Structured Internal Representation of Filenames


  Maintainer: Jarkko Hietaniemi <jhi@iki.fi>
  Date: 4 Aug 2000
  Mailing List: perl6-internals@perl.org
  Number: 36
  Version: 1
  Status: Developing


Wherever Perl internally uses filenames (in a very inclusive sense: filenames, directory names, whatever) the components of the file name should be stored in a platform-neutral structured format.


Perl is great at munging data and in general Perl scripts are very portable. Howevere, before one gets to it one usually has to open some files and the results have to put somewhere. The naming of files ("files" here meant in the most inclusive possible sense, the Unix sense where everything has a name: naming of persistent storage objects, if you wll) is however one of the most unportable things there is.

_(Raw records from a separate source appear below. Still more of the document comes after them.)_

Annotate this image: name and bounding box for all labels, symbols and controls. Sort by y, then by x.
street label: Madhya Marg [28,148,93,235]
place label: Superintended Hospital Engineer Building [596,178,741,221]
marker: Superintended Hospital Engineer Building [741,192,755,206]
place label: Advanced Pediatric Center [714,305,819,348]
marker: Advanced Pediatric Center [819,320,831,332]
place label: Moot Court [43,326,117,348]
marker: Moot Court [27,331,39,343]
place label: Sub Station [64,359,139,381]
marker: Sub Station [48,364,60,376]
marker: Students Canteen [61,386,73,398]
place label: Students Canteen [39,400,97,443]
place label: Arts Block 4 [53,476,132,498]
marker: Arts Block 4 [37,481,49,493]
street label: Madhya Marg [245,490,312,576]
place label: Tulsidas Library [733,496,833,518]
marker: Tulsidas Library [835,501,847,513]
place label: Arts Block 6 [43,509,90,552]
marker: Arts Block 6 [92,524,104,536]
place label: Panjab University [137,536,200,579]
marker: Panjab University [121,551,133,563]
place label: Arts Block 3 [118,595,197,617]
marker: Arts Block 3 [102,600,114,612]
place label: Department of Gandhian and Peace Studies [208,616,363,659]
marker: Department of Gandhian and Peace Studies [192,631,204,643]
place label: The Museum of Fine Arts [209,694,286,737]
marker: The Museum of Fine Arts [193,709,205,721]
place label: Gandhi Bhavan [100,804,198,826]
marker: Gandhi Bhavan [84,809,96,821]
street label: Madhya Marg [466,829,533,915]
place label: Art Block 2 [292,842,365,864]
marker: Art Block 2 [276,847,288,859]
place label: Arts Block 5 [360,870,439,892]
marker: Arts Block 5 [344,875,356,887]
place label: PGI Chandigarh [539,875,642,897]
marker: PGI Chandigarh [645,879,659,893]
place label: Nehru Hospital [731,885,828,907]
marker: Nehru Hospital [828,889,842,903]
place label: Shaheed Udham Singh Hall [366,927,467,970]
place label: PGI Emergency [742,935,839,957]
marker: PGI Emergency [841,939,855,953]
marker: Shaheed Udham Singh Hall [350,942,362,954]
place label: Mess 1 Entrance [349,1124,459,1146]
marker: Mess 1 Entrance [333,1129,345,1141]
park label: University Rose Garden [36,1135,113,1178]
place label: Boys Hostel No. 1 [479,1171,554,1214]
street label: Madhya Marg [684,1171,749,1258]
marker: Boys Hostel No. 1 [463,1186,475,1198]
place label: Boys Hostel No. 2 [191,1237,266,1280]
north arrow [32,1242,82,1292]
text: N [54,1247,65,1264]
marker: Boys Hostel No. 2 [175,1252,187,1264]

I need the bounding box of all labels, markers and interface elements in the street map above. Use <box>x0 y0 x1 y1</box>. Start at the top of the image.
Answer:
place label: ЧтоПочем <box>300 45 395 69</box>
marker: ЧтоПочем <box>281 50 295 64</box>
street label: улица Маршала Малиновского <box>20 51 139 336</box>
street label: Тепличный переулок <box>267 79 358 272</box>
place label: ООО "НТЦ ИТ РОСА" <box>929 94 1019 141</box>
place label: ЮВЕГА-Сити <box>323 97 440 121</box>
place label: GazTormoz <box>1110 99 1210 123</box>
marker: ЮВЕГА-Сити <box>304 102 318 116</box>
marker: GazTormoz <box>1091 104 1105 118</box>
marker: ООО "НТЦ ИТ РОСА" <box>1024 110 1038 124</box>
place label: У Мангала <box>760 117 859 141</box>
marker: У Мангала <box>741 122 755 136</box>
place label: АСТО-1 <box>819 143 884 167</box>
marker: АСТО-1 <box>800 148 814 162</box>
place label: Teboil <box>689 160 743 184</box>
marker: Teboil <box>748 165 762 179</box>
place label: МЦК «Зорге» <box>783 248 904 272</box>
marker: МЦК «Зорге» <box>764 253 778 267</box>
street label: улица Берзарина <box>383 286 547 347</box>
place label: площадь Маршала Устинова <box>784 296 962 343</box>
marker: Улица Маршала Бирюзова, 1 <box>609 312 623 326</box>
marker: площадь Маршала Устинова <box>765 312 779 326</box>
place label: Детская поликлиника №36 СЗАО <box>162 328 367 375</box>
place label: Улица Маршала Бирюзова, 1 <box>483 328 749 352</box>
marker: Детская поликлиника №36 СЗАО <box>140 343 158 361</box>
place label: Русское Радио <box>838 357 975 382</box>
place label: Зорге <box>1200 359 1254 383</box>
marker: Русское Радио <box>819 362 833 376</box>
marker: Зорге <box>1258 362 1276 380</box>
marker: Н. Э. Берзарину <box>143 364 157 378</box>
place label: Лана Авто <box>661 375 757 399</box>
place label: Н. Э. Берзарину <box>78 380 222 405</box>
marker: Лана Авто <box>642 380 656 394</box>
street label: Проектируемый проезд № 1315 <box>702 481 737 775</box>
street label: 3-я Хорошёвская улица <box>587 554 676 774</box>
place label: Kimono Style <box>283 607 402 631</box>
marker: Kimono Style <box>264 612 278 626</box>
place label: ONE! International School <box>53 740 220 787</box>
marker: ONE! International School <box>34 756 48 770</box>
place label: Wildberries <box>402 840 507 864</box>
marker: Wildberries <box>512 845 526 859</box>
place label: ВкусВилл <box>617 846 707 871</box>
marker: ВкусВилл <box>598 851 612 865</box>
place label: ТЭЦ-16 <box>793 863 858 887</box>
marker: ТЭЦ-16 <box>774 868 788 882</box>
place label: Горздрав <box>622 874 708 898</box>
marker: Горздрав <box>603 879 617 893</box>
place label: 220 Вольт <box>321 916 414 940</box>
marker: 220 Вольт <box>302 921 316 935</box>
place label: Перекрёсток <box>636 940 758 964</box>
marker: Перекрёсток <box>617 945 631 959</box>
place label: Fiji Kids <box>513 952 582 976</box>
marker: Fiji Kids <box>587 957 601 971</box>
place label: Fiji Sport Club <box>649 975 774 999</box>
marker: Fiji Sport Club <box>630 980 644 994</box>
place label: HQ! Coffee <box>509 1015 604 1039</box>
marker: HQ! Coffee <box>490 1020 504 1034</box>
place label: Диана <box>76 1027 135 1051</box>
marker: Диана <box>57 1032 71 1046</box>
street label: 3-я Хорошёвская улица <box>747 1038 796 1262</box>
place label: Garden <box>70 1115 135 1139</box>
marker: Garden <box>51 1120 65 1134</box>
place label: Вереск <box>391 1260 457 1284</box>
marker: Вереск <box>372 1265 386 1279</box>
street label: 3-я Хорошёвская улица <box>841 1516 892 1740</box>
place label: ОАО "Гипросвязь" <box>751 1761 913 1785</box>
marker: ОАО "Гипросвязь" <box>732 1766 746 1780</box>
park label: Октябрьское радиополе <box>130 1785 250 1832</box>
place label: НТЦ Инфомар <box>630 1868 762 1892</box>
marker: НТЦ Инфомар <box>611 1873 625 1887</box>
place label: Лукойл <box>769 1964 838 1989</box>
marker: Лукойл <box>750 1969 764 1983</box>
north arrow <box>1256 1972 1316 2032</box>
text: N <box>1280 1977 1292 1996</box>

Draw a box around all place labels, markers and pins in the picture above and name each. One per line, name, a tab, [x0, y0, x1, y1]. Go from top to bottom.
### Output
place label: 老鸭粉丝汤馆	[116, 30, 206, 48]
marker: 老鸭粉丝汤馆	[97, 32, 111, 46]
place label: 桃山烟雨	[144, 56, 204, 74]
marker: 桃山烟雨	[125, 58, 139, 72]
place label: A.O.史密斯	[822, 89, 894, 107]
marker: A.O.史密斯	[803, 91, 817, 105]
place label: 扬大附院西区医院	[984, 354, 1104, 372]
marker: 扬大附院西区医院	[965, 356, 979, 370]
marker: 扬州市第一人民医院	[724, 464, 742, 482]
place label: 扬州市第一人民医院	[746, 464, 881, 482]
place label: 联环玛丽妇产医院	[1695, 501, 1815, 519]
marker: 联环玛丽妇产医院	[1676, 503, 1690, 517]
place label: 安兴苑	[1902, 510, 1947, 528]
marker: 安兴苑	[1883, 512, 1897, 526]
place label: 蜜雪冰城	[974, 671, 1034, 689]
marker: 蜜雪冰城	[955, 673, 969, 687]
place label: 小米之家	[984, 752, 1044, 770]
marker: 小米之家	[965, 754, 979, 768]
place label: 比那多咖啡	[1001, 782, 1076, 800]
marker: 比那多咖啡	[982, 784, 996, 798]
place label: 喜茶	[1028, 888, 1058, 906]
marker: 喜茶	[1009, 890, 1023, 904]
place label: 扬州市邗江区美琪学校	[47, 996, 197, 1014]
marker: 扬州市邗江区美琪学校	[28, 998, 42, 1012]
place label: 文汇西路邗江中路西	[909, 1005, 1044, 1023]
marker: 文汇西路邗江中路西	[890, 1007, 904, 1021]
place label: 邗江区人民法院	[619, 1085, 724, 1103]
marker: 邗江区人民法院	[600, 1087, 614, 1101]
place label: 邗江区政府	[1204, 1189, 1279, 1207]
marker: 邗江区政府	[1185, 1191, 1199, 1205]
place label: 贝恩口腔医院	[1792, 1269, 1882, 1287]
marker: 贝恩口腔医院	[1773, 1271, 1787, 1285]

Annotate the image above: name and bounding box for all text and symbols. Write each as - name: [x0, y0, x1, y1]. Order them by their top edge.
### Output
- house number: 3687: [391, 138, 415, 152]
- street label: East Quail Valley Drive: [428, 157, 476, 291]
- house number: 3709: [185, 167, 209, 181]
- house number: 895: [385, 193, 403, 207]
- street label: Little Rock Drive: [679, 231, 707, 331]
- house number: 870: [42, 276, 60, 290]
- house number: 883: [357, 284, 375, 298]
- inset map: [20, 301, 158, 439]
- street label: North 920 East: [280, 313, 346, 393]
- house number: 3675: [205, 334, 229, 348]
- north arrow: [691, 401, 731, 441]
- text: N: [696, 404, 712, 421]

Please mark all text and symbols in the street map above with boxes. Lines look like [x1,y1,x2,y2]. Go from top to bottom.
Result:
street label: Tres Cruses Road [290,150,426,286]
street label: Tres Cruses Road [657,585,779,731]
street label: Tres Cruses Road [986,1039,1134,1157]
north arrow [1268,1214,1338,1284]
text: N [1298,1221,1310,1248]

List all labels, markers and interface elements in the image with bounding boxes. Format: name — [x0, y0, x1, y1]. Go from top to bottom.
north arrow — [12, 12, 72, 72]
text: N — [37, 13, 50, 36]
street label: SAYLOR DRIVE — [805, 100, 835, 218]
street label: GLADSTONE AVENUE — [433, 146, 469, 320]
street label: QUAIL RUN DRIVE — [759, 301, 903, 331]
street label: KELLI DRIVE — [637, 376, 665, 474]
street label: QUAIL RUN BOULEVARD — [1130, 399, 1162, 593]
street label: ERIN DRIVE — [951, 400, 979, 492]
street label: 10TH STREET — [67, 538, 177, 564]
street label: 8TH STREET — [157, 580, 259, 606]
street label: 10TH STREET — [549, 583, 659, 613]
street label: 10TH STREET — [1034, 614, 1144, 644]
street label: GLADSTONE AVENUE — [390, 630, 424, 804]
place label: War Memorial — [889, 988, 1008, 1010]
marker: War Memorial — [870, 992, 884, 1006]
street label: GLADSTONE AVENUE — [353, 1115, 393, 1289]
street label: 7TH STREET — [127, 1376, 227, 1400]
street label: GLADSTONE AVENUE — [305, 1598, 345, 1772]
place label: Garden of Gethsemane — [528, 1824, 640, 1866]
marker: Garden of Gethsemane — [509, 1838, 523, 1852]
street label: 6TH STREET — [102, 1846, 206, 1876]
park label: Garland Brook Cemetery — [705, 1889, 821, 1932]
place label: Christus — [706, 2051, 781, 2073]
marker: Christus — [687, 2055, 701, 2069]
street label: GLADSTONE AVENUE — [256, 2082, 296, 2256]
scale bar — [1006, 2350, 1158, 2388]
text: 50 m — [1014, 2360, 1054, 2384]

A filename may have directory part, filename part, suffixes, volume names, version numbers. The component separators are different and there may be several even on a single platform. There may be one or more root directories, the notation for parent directory varies, and so on.


Perl core functions should pass filenames to and from each other as structures that contain the components of filenames in a structure. To be as future-proof as possible, the components could probably be in Unicode. For native use (when actually accessing the filesystem layer) and for performance a ready-to-be-used concatenated representation can be created on demand. Because the filename is already in parsed form, manipulation of the name is much easier and cleaner than currently. Conversion between the file naming conventions of various operating systems would become almost trivial.

A vague possibility: the proposed internal format could be designed to be flexible enough to present also URLs/URIs.


  perlport manpage for discussion of filenames